Instructor's inspiration draws from historical context

Art instructor Ayad Almissouri was always interested in drawing, even at a young age, but never thought of making it into a career, let alone become a teacher. Now at Seattle Central, he is able to make historical connections from his life and apply them to his lessons in the classroom.

When he was a toddler, Almissouri and his family emigrated from Kurdistan, Iraq to the United States to escape the persecution of Kurds during the first gulf war with Iran. Although traumatic for a child to experience, Almissouri used art to express his emotions.

 “I remember as a 4-year-old child drawing in the sand, making my mark,” Almissouri said. “As a child, I always felt like I needed to make things.”

Almissouri describes his art as political commentary about the things going on in the Middle East, from historical to contemporary issues.

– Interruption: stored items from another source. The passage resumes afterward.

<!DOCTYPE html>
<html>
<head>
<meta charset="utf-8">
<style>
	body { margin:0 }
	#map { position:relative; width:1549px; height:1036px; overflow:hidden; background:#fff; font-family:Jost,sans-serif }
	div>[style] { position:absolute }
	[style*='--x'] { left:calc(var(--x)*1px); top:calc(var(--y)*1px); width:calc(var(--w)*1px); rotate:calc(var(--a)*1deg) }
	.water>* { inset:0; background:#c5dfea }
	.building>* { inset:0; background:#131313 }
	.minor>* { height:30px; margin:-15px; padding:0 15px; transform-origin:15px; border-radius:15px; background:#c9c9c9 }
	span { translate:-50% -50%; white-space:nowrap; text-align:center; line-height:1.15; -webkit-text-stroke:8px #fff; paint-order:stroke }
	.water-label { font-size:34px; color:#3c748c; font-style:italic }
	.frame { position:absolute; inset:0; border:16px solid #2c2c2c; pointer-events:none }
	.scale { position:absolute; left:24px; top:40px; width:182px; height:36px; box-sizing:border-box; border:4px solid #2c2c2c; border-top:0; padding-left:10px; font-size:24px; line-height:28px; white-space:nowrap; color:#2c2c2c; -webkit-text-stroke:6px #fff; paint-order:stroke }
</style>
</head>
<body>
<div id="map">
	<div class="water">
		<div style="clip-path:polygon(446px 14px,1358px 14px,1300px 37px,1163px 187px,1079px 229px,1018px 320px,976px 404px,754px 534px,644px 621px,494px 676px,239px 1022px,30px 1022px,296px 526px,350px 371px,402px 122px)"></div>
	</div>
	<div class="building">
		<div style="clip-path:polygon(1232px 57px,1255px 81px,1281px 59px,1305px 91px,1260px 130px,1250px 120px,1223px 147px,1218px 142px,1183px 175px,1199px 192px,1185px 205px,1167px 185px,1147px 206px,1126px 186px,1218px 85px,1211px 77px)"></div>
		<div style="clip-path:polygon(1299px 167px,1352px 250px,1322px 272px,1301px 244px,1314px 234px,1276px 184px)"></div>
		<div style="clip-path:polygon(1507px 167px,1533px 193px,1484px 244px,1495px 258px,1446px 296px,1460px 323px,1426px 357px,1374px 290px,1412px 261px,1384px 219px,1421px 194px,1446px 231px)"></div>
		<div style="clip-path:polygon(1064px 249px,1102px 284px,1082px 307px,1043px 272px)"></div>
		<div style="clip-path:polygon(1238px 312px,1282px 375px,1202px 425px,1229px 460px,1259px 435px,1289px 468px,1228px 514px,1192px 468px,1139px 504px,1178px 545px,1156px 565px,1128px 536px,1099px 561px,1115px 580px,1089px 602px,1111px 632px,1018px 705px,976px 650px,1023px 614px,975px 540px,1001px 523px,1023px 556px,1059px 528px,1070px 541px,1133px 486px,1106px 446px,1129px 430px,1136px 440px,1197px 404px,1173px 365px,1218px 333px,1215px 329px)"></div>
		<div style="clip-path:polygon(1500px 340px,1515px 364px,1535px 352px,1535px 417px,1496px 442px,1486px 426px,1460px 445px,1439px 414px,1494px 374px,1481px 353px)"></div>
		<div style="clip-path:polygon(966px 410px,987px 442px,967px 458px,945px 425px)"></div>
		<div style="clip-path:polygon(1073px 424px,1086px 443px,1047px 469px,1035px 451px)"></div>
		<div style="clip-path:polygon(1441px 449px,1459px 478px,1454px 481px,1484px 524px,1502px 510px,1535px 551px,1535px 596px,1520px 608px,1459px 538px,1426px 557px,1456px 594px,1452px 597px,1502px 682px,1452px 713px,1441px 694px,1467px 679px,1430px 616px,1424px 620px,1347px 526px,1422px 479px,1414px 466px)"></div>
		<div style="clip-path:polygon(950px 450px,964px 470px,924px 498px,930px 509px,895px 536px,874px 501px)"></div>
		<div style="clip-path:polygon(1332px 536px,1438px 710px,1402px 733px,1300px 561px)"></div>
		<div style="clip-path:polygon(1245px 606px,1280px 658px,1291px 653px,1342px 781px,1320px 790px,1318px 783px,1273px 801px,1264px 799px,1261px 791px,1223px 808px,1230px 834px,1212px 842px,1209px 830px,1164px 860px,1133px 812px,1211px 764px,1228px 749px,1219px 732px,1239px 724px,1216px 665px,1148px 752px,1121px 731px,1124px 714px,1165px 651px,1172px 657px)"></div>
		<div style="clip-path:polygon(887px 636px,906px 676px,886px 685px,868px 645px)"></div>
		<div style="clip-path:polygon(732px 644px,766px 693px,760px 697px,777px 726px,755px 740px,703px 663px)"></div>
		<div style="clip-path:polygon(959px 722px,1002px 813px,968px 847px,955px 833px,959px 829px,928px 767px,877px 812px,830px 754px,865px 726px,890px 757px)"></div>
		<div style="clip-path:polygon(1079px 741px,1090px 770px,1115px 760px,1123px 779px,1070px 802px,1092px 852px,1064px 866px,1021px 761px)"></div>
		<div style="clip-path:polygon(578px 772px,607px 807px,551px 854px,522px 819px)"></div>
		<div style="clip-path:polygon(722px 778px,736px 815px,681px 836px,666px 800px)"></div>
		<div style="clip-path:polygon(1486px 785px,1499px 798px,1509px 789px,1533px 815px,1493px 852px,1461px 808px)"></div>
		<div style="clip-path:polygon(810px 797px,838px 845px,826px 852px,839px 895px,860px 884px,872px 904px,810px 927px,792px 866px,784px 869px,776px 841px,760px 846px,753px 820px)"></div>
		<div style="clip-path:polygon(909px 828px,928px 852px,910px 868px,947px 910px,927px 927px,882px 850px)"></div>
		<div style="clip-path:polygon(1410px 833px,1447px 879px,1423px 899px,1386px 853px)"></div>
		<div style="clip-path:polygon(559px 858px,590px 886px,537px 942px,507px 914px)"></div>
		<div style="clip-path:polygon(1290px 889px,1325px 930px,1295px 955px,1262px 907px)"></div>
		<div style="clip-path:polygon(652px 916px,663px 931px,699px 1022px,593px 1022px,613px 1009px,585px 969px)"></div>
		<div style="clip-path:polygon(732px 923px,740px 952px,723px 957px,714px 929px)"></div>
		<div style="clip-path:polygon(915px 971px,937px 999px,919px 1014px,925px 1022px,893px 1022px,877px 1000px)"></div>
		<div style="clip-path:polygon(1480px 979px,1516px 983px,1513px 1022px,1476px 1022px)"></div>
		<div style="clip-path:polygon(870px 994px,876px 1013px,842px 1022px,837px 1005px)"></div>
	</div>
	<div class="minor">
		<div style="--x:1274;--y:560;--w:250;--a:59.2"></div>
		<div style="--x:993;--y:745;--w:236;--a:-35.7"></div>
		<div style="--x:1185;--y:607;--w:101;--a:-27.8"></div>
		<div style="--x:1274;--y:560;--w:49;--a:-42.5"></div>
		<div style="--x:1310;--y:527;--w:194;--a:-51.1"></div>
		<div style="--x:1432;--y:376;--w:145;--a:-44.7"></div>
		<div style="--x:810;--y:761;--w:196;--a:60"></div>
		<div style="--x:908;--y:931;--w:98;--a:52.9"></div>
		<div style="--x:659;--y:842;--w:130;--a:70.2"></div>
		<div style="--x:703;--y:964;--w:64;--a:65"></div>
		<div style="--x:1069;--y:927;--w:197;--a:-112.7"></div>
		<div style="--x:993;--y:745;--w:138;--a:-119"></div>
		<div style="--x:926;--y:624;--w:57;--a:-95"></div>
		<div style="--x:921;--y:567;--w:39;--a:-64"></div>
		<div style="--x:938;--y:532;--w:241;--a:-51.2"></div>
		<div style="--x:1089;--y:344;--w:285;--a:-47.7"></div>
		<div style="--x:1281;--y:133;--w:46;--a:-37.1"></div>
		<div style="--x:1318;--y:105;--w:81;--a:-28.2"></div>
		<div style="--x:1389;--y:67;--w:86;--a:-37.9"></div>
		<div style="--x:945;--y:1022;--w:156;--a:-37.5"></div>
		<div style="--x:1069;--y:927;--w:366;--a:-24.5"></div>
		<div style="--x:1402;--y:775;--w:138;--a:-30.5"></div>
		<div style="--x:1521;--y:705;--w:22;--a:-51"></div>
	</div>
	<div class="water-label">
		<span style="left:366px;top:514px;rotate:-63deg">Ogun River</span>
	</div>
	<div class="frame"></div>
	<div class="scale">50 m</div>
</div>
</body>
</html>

“It’s more of a mockery of what’s going on,” Almissouri added. He started with figurations but now focuses more on science fiction, and the strange and bizarre contemporary issues in the Middle East. More recently, he has explored oils, large-scale drawings, and experimenting with other materials like spices.

Though Almissouri never expected to teach, he discovered an interest in passing on his knowledge to the next generation after working as a teaching assistant in undergraduate painting courses. When he finished graduate school, he went back to the Middle East to teach for a few years. His style of art has changed since moving to Seattle, but his teaching methods remain the same. In the classroom, Almissouri loves to connect the topic covered in lecture to historical references as well as current topics, followed by live demonstrations.

“I make sure that students are critically aware of the contemporary issues that are going on because it relates to their personal perception to reality,” Almissouri said.

As he continues to produce art, Almissouri is looking into film, new media and installations. Working at Seattle Central and connecting to the community and students have shifted his flair.

“I’m really happy I came to Seattle Central,” he added. “It’s changed how I look at teaching and my style of work. Now, my art is culturally driven on how we understand our society.”